(Stored records)
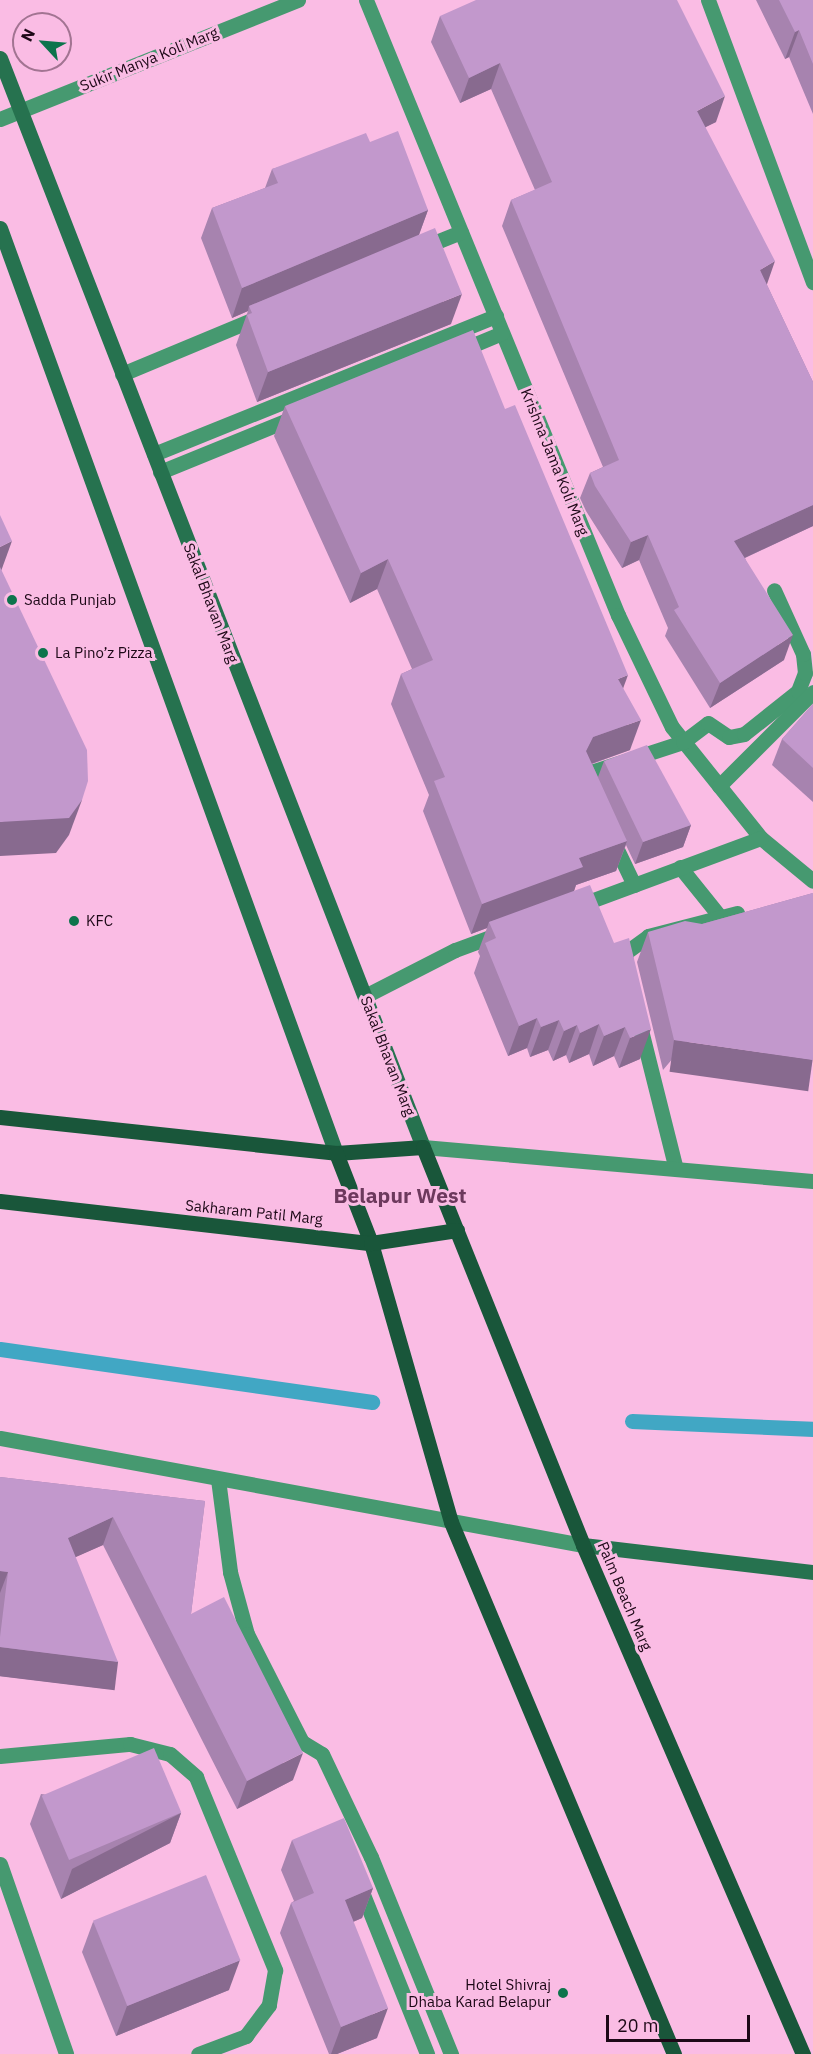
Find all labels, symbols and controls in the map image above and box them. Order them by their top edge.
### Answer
north arrow [12,12,72,72]
street label: Sukir Manya Koli Marg [77,23,221,95]
text: N [16,25,39,45]
street label: Krishna Jama Koli Marg [517,386,593,538]
street label: Sakal Bhavan Marg [180,541,242,665]
place label: Sadda Punjab [24,591,116,609]
marker: Sadda Punjab [5,593,19,607]
place label: La Pino’z Pizza [55,644,152,662]
marker: La Pino’z Pizza [36,646,50,660]
place label: KFC [86,912,113,930]
marker: KFC [67,914,81,928]
street label: Sakal Bhavan Marg [357,994,419,1118]
district label: Belapur West [333,1182,467,1208]
street label: Sakharam Patil Marg [184,1196,324,1228]
street label: Palm Beach Marg [594,1539,656,1653]
place label: Hotel Shivraj Dhaba Karad Belapur [408,1975,551,2010]
marker: Hotel Shivraj Dhaba Karad Belapur [556,1986,570,2000]
scale bar [609,2003,753,2041]
text: 20 m [617,2014,659,2037]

= Assignment =
An answer that restates all the entries exactly and drops the images is what is needed.

= Response to this task =
Find all labels, symbols and controls in the map image above and box them. Order them by their top edge.
### Answer
north arrow [12,12,72,72]
street label: Sukir Manya Koli Marg [77,23,221,95]
text: N [16,25,39,45]
street label: Krishna Jama Koli Marg [517,386,593,538]
street label: Sakal Bhavan Marg [180,541,242,665]
place label: Sadda Punjab [24,591,116,609]
marker: Sadda Punjab [5,593,19,607]
place label: La Pino’z Pizza [55,644,152,662]
marker: La Pino’z Pizza [36,646,50,660]
place label: KFC [86,912,113,930]
marker: KFC [67,914,81,928]
street label: Sakal Bhavan Marg [357,994,419,1118]
district label: Belapur West [333,1182,467,1208]
street label: Sakharam Patil Marg [184,1196,324,1228]
street label: Palm Beach Marg [594,1539,656,1653]
place label: Hotel Shivraj Dhaba Karad Belapur [408,1975,551,2010]
marker: Hotel Shivraj Dhaba Karad Belapur [556,1986,570,2000]
scale bar [609,2003,753,2041]
text: 20 m [617,2014,659,2037]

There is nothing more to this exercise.